Required Reading is DoomRocket’s love chest, opened twice monthly to champion a book that we adore. This week Arpad recommends ‘A Study in Emerald’, written by Neil Gaiman, Rafael Albuquerque, and Rafael Scavone and illustrated by Rafael Albuquerque, available this Wednesday from Dark Horse Comics.
By Arpad Okay. A Study in Emerald is a murder mystery made more than penny dreadful by its influences and its approach. Rafaels Albuquerque and Scavone have paneled out a book that is a synthesis of three styles, a period piece crafted with contemporary sensibilities. Emerald is a mirror to the first novel of Arthur Conan Doyle’s know-it-all, Sherlock Holmes, reflected as the equally genius but significantly more sinister “detective.”

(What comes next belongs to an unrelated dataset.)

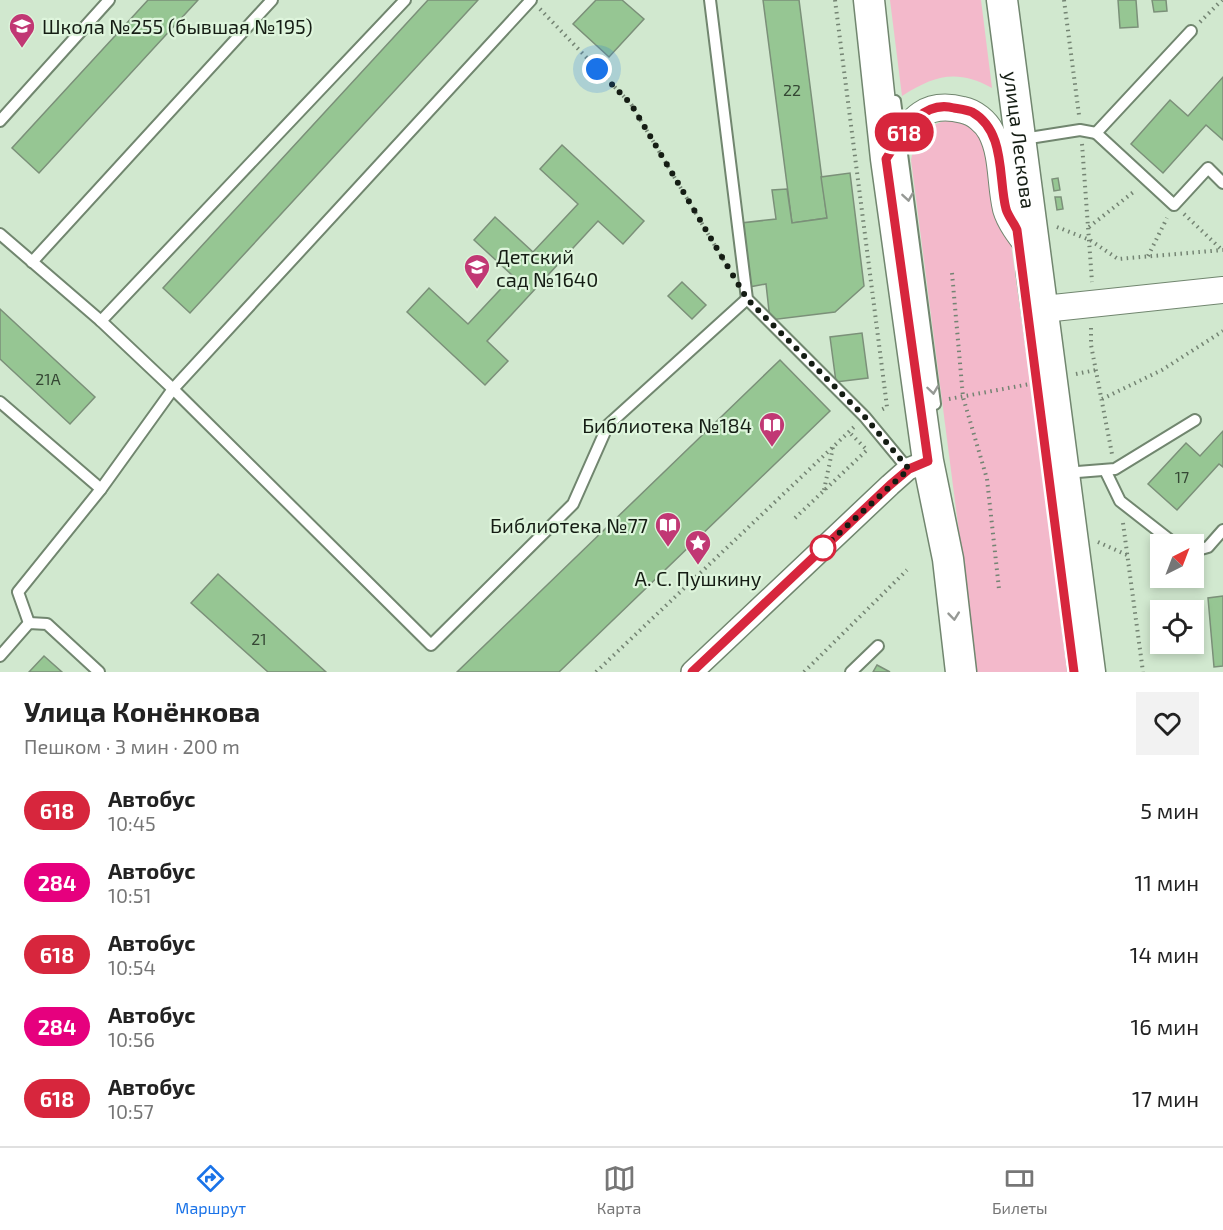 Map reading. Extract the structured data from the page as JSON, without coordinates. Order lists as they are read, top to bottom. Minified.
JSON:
{"streets":{"main road":["улица Лескова"]},"places":{"school or university":["Школа №255 (бывшая №195)","Детский сад №1640"],"library":["Библиотека №184","Библиотека №77"],"place":["А. С. Пушкину"]},"lines":["bus line 618"],"house_numbers":["22","21А","17","21"],"north":"top right","page":{"on_map":"618","heading":["Улица Конёнкова","Пешком · 3 мин · 200 m"],"list":[{"mark":"618","name":"Автобус","note":"10:45","value":"5 мин"},{"mark":"284","name":"Автобус","note":"10:51","value":"11 мин"},{"mark":"618","name":"Автобус","note":"10:54","value":"14 мин"},{"mark":"284","name":"Автобус","note":"10:56","value":"16 мин"},{"mark":"618","name":"Автобус","note":"10:57","value":"17 мин"}],"tabs":["Маршрут","Карта","Билеты"]}}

The cold logic of Doyle is married to the Cthulhu mythos of H. P. Lovecraft. There’s no direct analog for Lovecraft’s work the way Emerald follows Doyle’s A Study in Scarlet; what Lovecraft adds to the story is his legacy. The atmosphere. The tentacles. Lovecraft’s stories hinted at evils older than our world and Emerald expands upon those implications.

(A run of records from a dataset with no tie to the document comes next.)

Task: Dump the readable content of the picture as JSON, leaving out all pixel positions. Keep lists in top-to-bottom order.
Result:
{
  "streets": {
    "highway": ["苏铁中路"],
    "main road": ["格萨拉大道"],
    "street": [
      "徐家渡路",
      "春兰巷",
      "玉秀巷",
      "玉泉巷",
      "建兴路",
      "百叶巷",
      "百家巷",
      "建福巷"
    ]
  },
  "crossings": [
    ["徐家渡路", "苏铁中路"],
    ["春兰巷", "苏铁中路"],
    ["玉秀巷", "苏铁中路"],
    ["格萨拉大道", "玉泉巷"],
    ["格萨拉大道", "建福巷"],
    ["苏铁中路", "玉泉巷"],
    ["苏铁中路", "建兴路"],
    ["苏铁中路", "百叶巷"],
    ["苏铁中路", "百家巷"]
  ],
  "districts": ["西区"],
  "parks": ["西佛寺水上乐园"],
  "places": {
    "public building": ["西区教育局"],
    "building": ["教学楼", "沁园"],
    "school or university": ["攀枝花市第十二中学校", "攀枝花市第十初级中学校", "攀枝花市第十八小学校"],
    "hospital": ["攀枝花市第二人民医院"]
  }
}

The last style is, of course, Neil Gaiman. Gaiman has a deliberate storyteller voice, a measured and recognizable intention of voice. Albuquerque and Scavone keep the chorus intact, giving a modern feel to a classic yarn in the inimitable Dark Horse style. A comic from then made for now.
As the work of Robert E. Howard ran parallel to Lovecraft’s, A Study in Emerald is in many ways in line with Kurt Busiek and Cary Nord’s adaptation of Conan (also colored by Dave Stewart), down to Todd Klein’s use of the typewriter font. Both books aim to prove the timelessness of their sources by modernizing the voice and look without compromising the aesthetic of the setting. A Study in Emerald is pulp subverted, sharpened.

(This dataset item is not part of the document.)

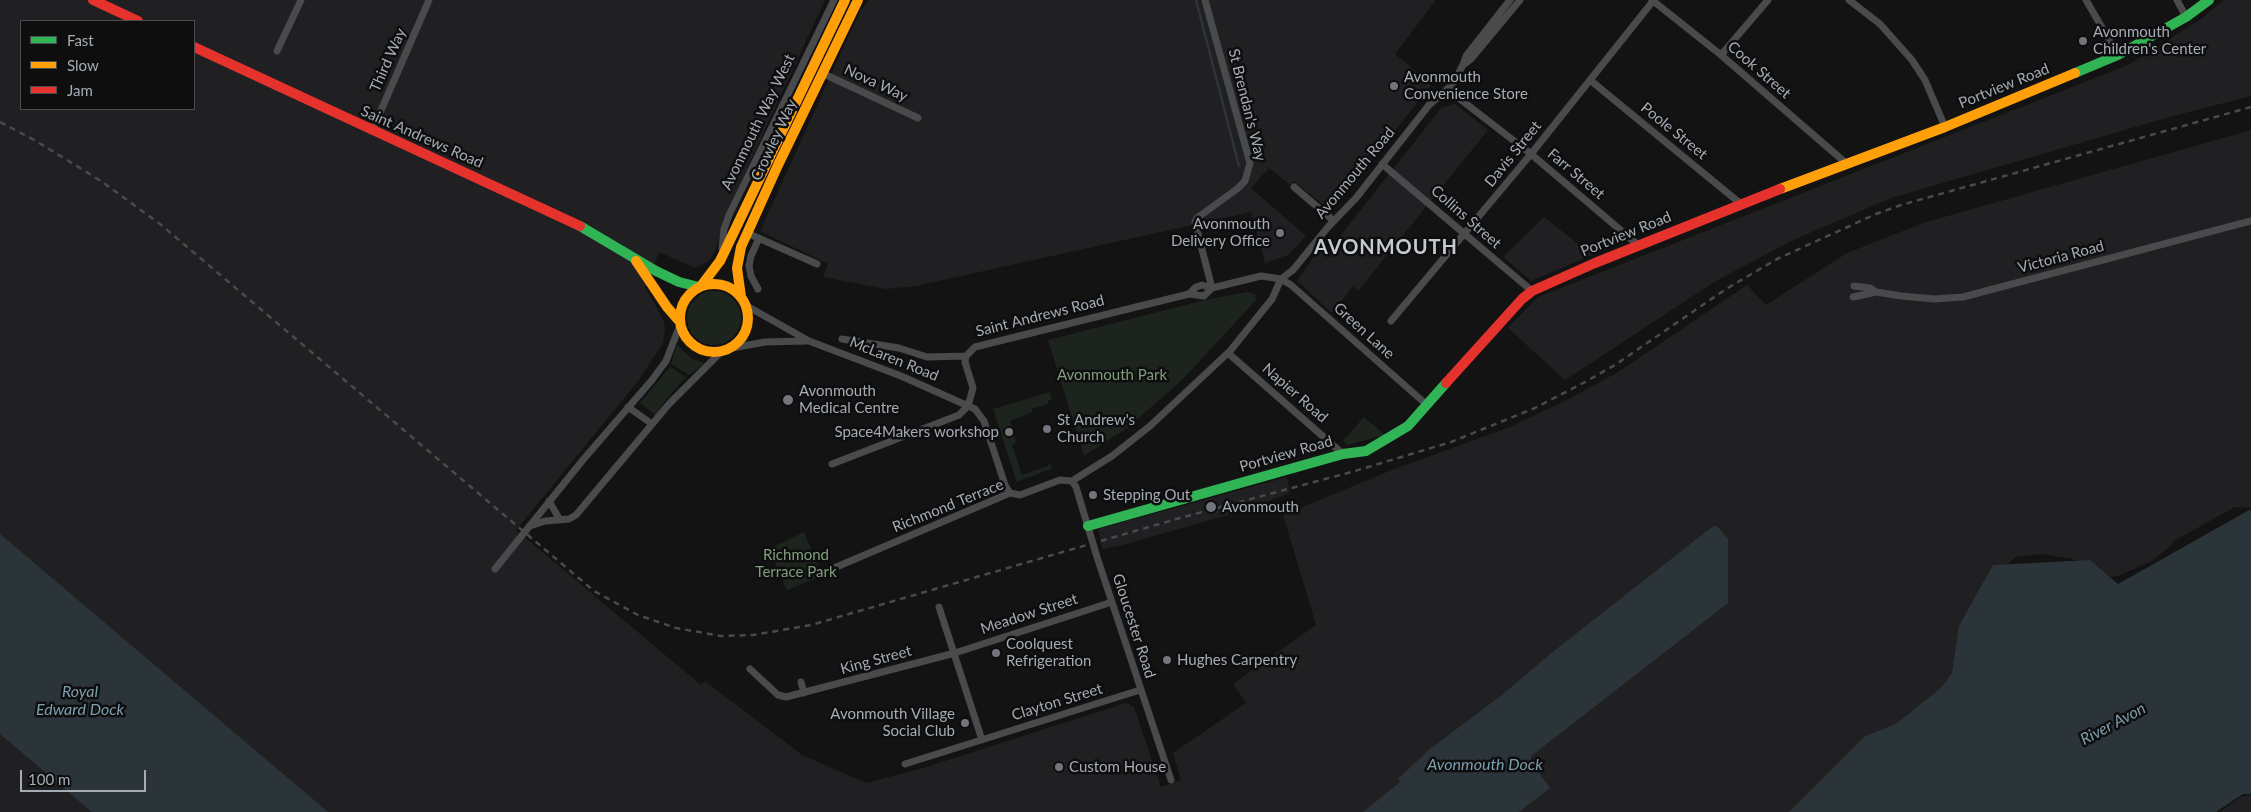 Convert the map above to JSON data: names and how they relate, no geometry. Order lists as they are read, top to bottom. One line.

The execution of Emerald is contempo, but the creators’ love for bygone trappings is the foundation on which the tale is built. Costumes, carriages, the city by gaslight from theater to Baker Street to the slums. The theater bit is an exceptionally Gaiman touch: a story within the story, about the larger world.
Rafael Albuquerque and Dave Stewart take us there, sometimes viscerally, sometimes faintly, the light pen of Albuquerque never weighing down our flight through the pages. Stewart textures the book softly, almost exclusively with muted, warm colors, giving Emerald the feel of a weathered, old tome.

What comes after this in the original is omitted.